====== Data shown ======

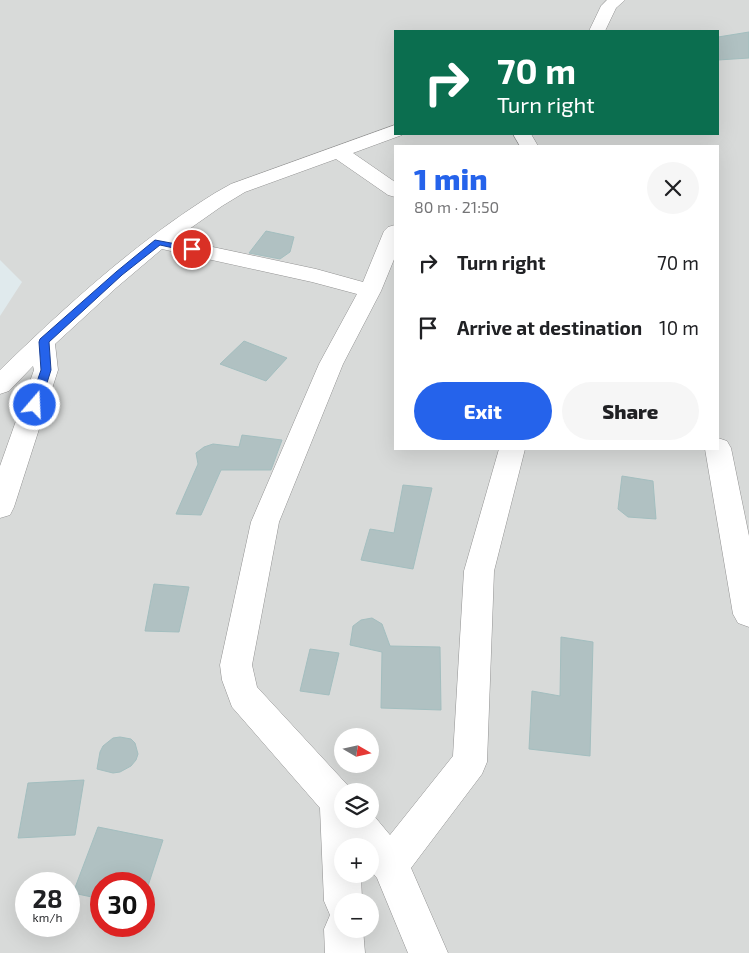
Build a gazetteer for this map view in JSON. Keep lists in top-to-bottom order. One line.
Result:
{"north":"right","page":{"turn":["70 m","Turn right"],"heading":["1 min","80 m · 21:50"],"list":[{"name":"Turn right","value":"70 m"},{"name":"Arrive at destination","value":"10 m"}],"buttons":["Exit","Share"],"map_buttons":["+","−"],"speed":"28 km/h","limit":"30"}}
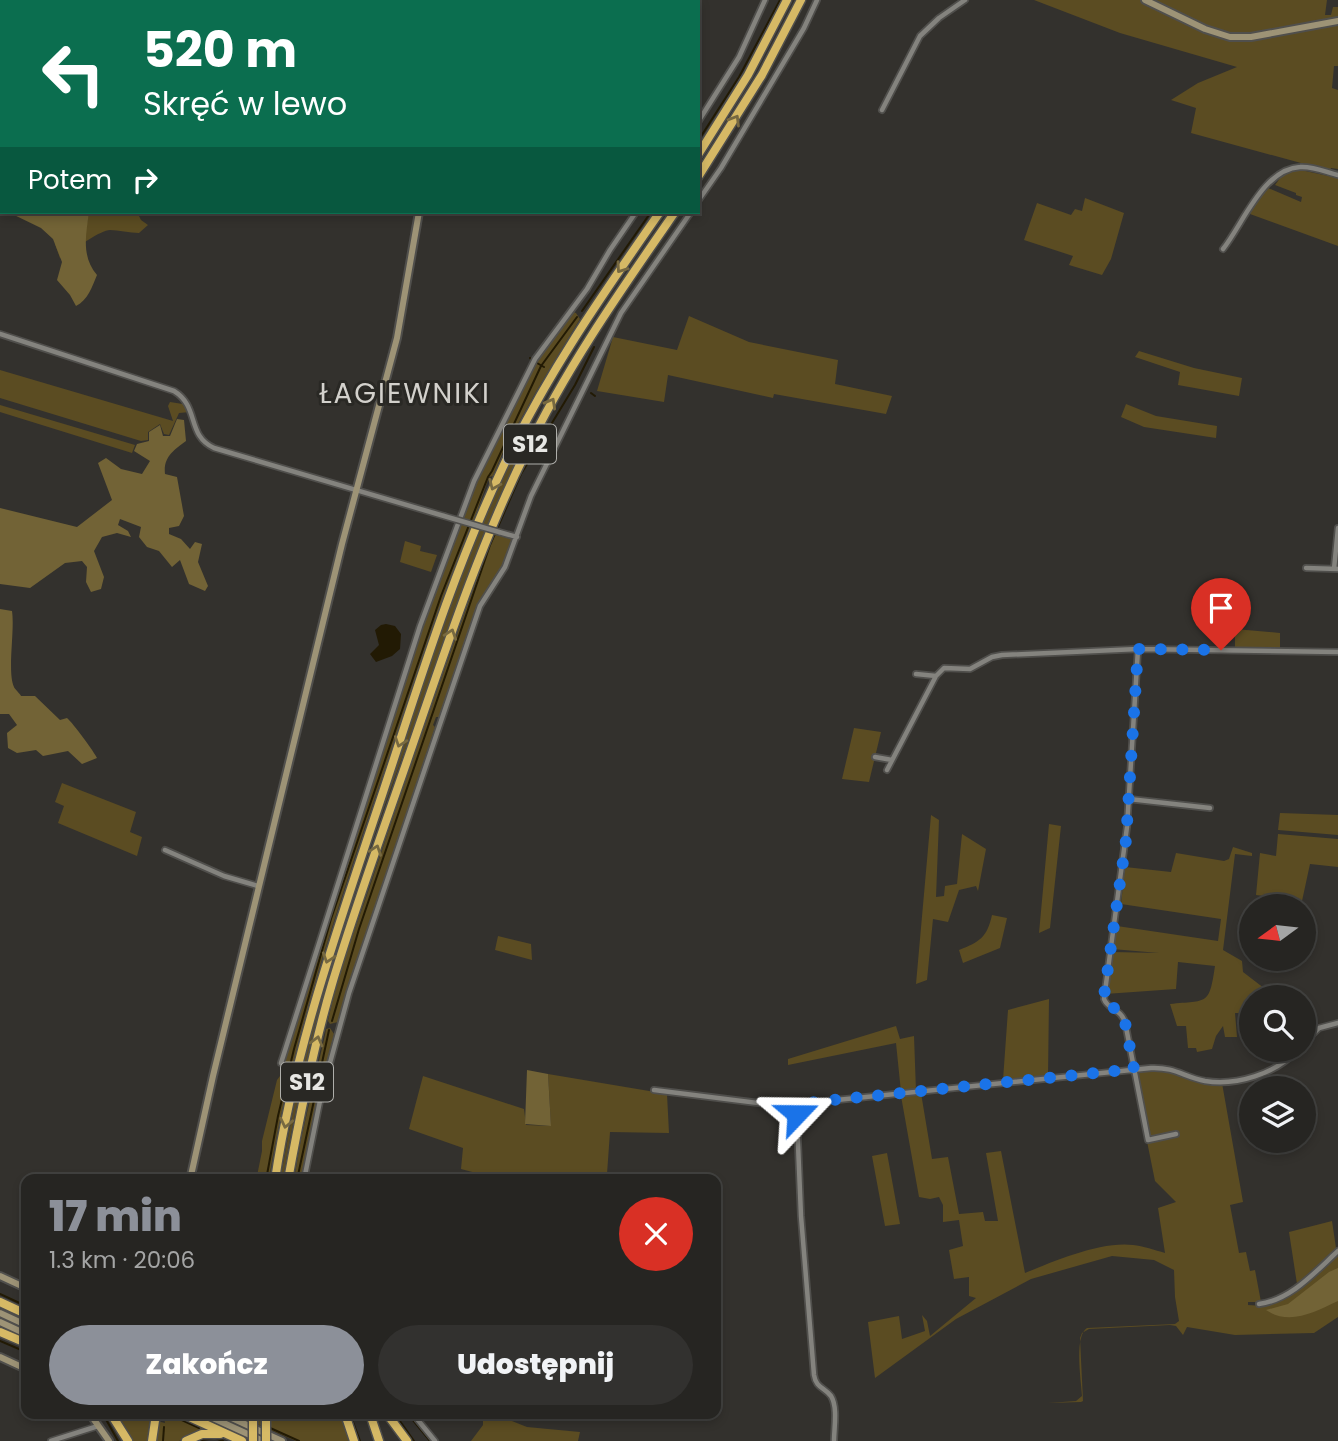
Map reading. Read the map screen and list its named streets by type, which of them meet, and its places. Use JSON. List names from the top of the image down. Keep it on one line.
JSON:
{"streets":{"highway":["S12"]},"districts":["ŁAGIEWNIKI"],"north":"left","page":{"turn":["520 m","Skręć w lewo"],"then":"Potem","heading":["17 min","1.3 km · 20:06"],"buttons":["Zakończ","Udostępnij"]}}
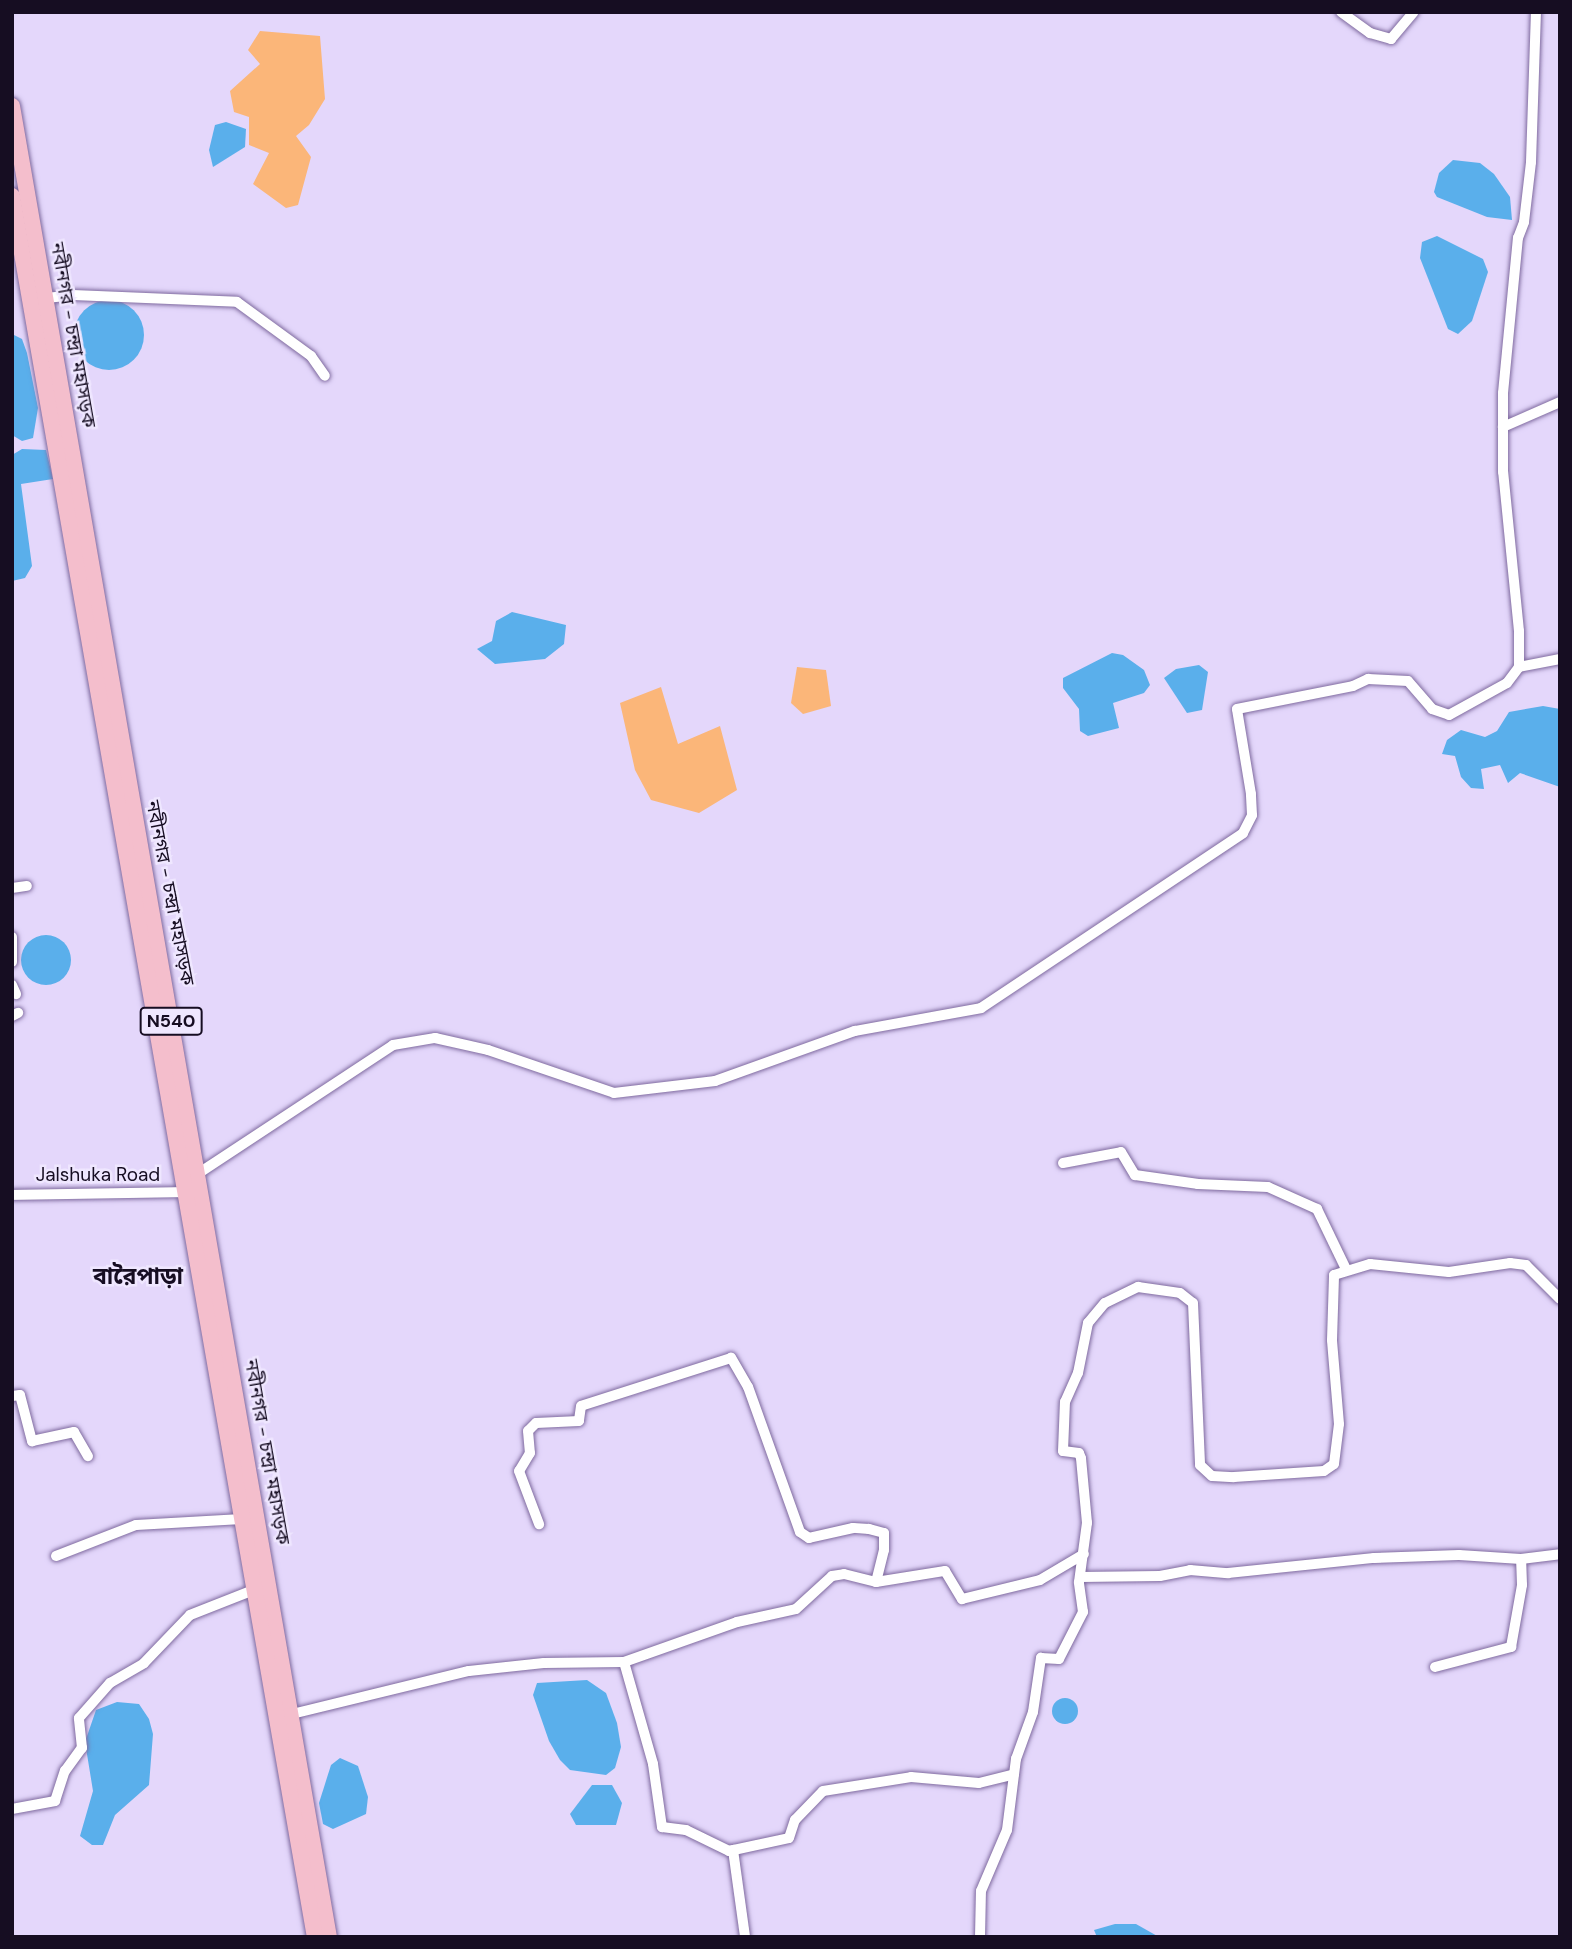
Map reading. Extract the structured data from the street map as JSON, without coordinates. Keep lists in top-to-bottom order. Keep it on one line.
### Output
{"streets":{"highway":["নবীনগর - চন্দ্রা মহাসড়ক","N540"],"street":["Jalshuka Road"]},"crossings":[["নবীনগর - চন্দ্রা মহাসড়ক","Jalshuka Road"]],"districts":["বারৈপাড়া"]}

======

> [Exercise directions]: All entries above, minus the pictures, should be repeated exactly.

> [Answer to this exercise]:
Build a gazetteer for this map view in JSON. Keep lists in top-to-bottom order. One line.
Result:
{"north":"right","page":{"turn":["70 m","Turn right"],"heading":["1 min","80 m · 21:50"],"list":[{"name":"Turn right","value":"70 m"},{"name":"Arrive at destination","value":"10 m"}],"buttons":["Exit","Share"],"map_buttons":["+","−"],"speed":"28 km/h","limit":"30"}}
Map reading. Read the map screen and list its named streets by type, which of them meet, and its places. Use JSON. List names from the top of the image down. Keep it on one line.
JSON:
{"streets":{"highway":["S12"]},"districts":["ŁAGIEWNIKI"],"north":"left","page":{"turn":["520 m","Skręć w lewo"],"then":"Potem","heading":["17 min","1.3 km · 20:06"],"buttons":["Zakończ","Udostępnij"]}}
Map reading. Extract the structured data from the street map as JSON, without coordinates. Keep lists in top-to-bottom order. Keep it on one line.
### Output
{"streets":{"highway":["নবীনগর - চন্দ্রা মহাসড়ক","N540"],"street":["Jalshuka Road"]},"crossings":[["নবীনগর - চন্দ্রা মহাসড়ক","Jalshuka Road"]],"districts":["বারৈপাড়া"]}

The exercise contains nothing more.